- [Your instructions] Reproduce the complete set of records exactly. No picture is to appear in the copy.

- [Input for this task]

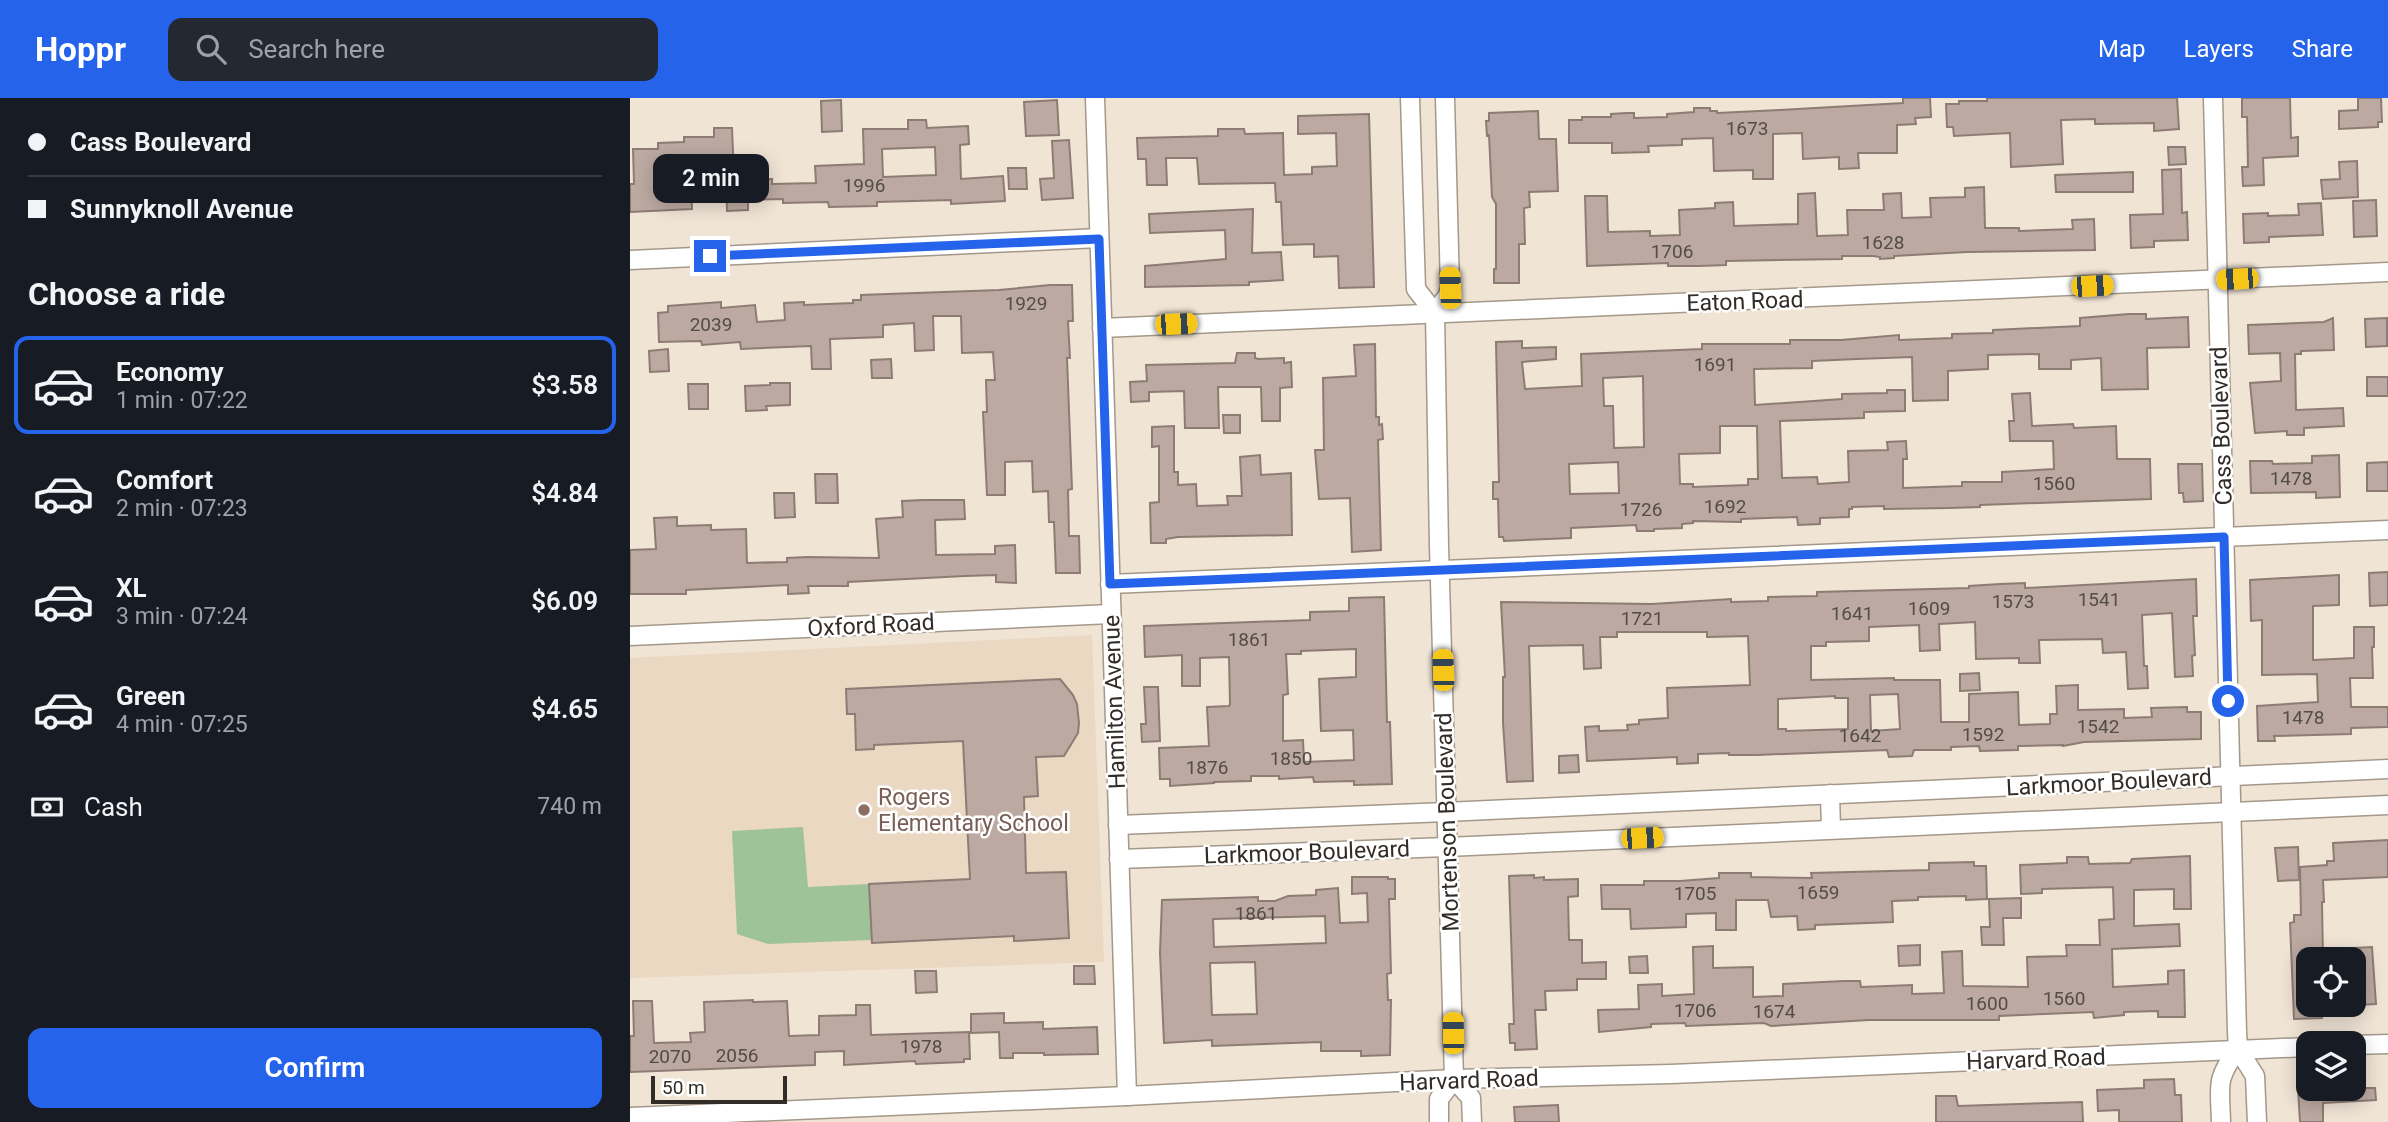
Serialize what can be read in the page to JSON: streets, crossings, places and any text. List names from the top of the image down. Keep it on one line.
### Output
{"streets":{"street":["Eaton Road","Cass Boulevard","Oxford Road","Hamilton Avenue","Larkmoor Boulevard","Mortenson Boulevard","Harvard Road"]},"crossings":[["Eaton Road","Cass Boulevard"],["Eaton Road","Hamilton Avenue"],["Eaton Road","Mortenson Boulevard"],["Cass Boulevard","Larkmoor Boulevard"],["Cass Boulevard","Harvard Road"],["Oxford Road","Hamilton Avenue"],["Hamilton Avenue","Larkmoor Boulevard"],["Hamilton Avenue","Harvard Road"],["Larkmoor Boulevard","Mortenson Boulevard"],["Mortenson Boulevard","Harvard Road"]],"places":["Rogers Elementary School"],"house_numbers":["1673","1996","1628","1706","1929","2039","1691","1478","1560","1692","1726","1541","1573","1609","1641","1721","1861","1478","1542","1592","1642","1850","1876","1659","1705","1861","1560","1600","1706","1674","1978","2056","2070"],"scale_bar":"50 m","page":{"header":"Hoppr","search":"Search here","nav":["Map","Layers","Share"],"banner":["Cass Boulevard","Sunnyknoll Avenue"],"bubble":"2 min","heading":"Choose a ride","list":[{"name":"Economy","note":"1 min · 07:22","value":"$3.58"},{"name":"Comfort","note":"2 min · 07:23","value":"$4.84"},{"name":"XL","note":"3 min · 07:24","value":"$6.09"},{"name":"Green","note":"4 min · 07:25","value":"$4.65"}],"pay":["Cash","740 m"],"buttons":"Confirm","scale":"50 m"}}
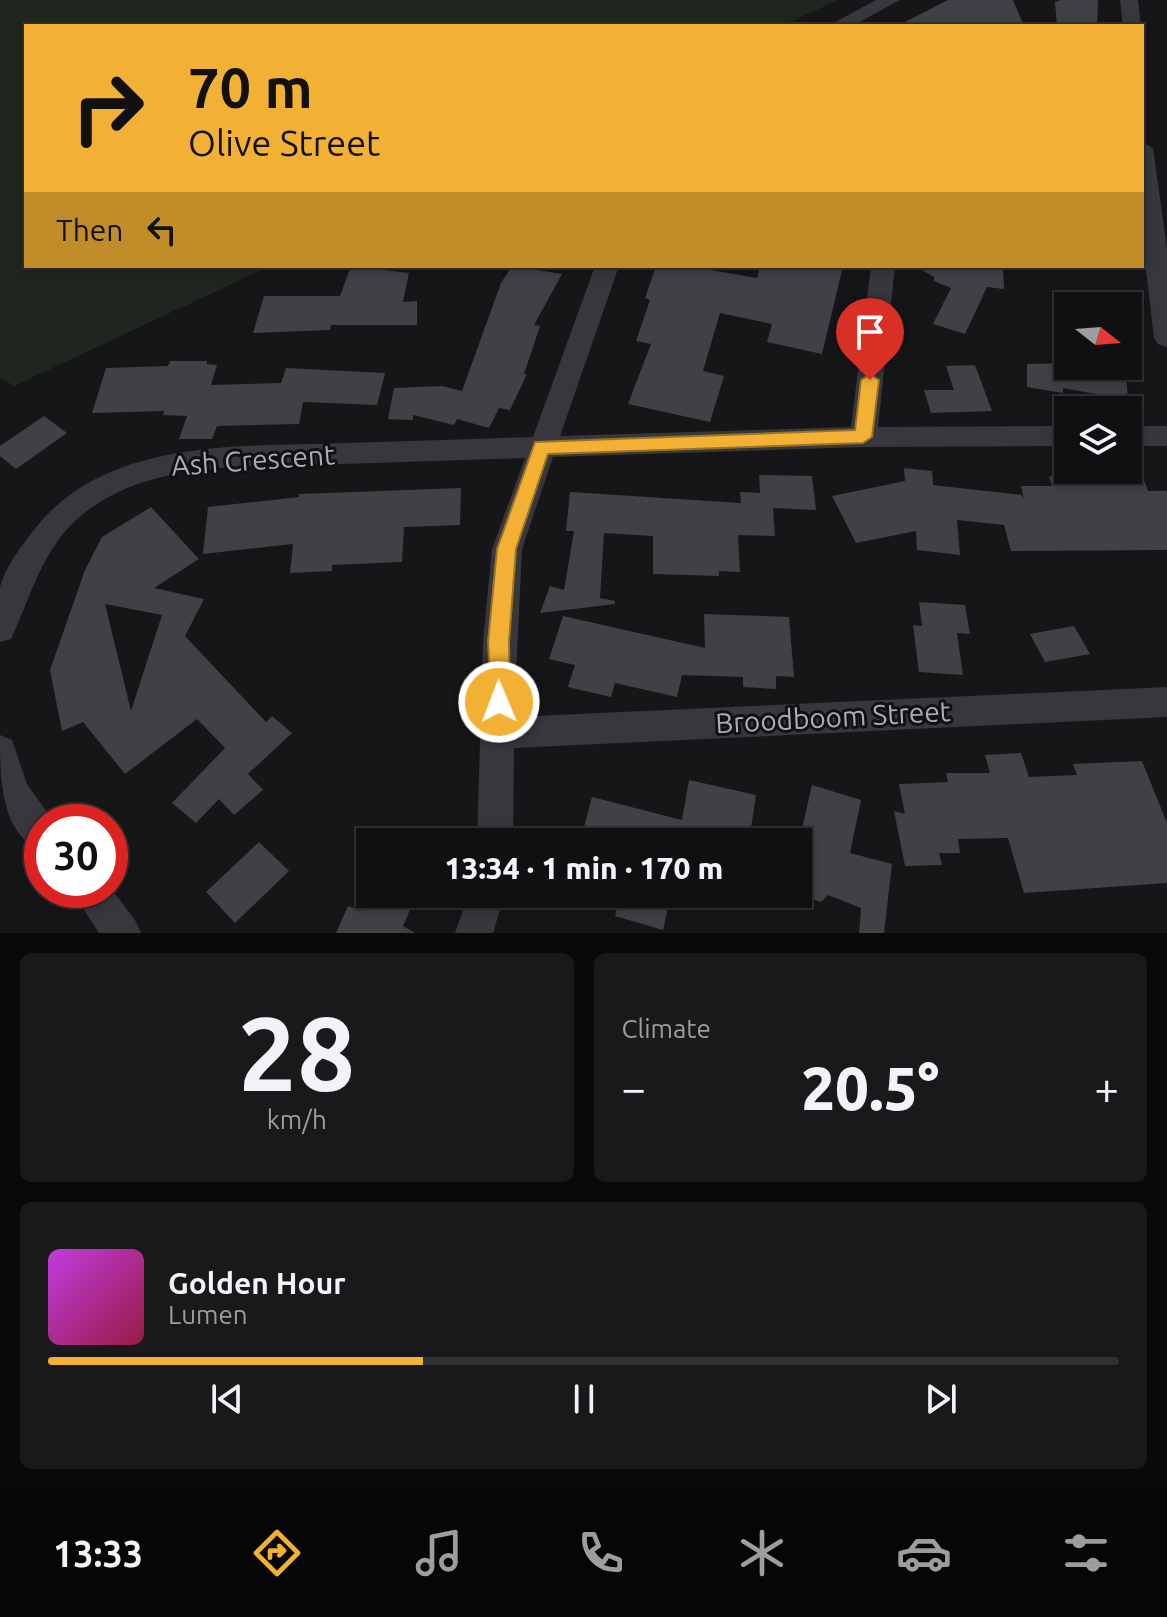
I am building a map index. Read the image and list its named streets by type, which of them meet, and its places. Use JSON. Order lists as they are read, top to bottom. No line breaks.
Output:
{"streets":{"street":["Ash Crescent","Broodboom Street"]},"north":"right","page":{"turn":["70 m","Olive Street"],"then":"Then","limit":"30","trip":"13:34 · 1 min · 170 m","tile":[["28","km/h"],"Climate"],"heat":["−","20.5°","+"],"song":["Golden Hour","Lumen"],"tabs":"13:33"}}
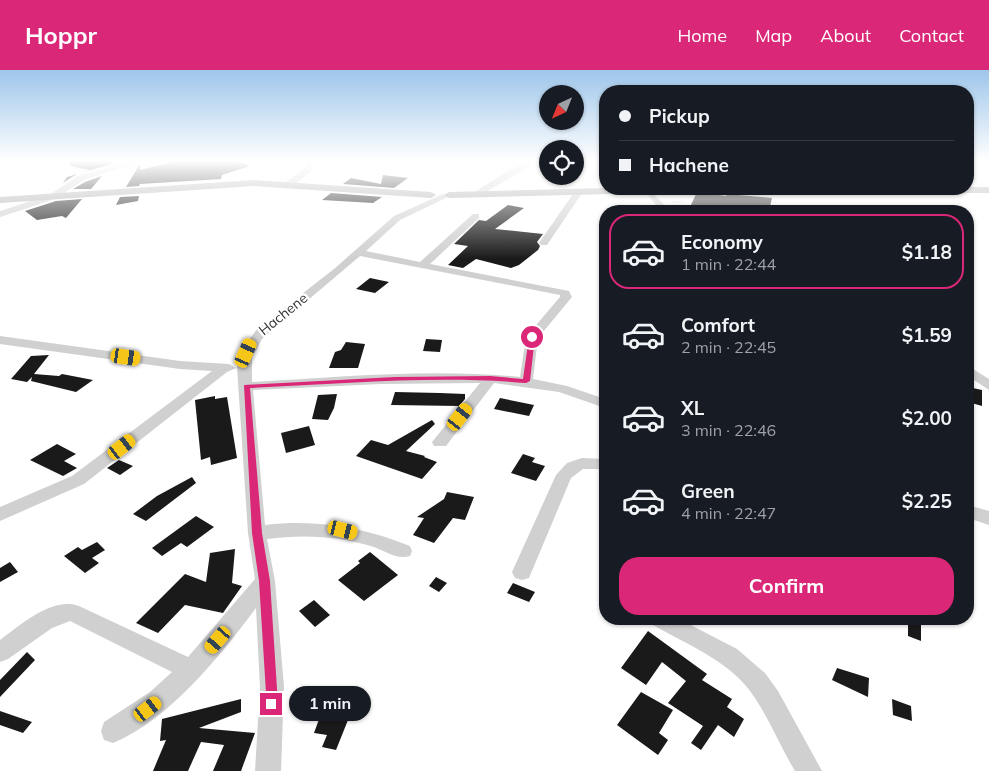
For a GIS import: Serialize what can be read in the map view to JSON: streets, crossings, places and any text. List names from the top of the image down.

- [Output for this task]
Serialize what can be read in the page to JSON: streets, crossings, places and any text. List names from the top of the image down. Keep it on one line.
### Output
{"streets":{"street":["Eaton Road","Cass Boulevard","Oxford Road","Hamilton Avenue","Larkmoor Boulevard","Mortenson Boulevard","Harvard Road"]},"crossings":[["Eaton Road","Cass Boulevard"],["Eaton Road","Hamilton Avenue"],["Eaton Road","Mortenson Boulevard"],["Cass Boulevard","Larkmoor Boulevard"],["Cass Boulevard","Harvard Road"],["Oxford Road","Hamilton Avenue"],["Hamilton Avenue","Larkmoor Boulevard"],["Hamilton Avenue","Harvard Road"],["Larkmoor Boulevard","Mortenson Boulevard"],["Mortenson Boulevard","Harvard Road"]],"places":["Rogers Elementary School"],"house_numbers":["1673","1996","1628","1706","1929","2039","1691","1478","1560","1692","1726","1541","1573","1609","1641","1721","1861","1478","1542","1592","1642","1850","1876","1659","1705","1861","1560","1600","1706","1674","1978","2056","2070"],"scale_bar":"50 m","page":{"header":"Hoppr","search":"Search here","nav":["Map","Layers","Share"],"banner":["Cass Boulevard","Sunnyknoll Avenue"],"bubble":"2 min","heading":"Choose a ride","list":[{"name":"Economy","note":"1 min · 07:22","value":"$3.58"},{"name":"Comfort","note":"2 min · 07:23","value":"$4.84"},{"name":"XL","note":"3 min · 07:24","value":"$6.09"},{"name":"Green","note":"4 min · 07:25","value":"$4.65"}],"pay":["Cash","740 m"],"buttons":"Confirm","scale":"50 m"}}
I am building a map index. Read the image and list its named streets by type, which of them meet, and its places. Use JSON. Order lists as they are read, top to bottom. No line breaks.
Output:
{"streets":{"street":["Ash Crescent","Broodboom Street"]},"north":"right","page":{"turn":["70 m","Olive Street"],"then":"Then","limit":"30","trip":"13:34 · 1 min · 170 m","tile":[["28","km/h"],"Climate"],"heat":["−","20.5°","+"],"song":["Golden Hour","Lumen"],"tabs":"13:33"}}
For a GIS import: Serialize what can be read in the map view to JSON: streets, crossings, places and any text. List names from the top of the image down.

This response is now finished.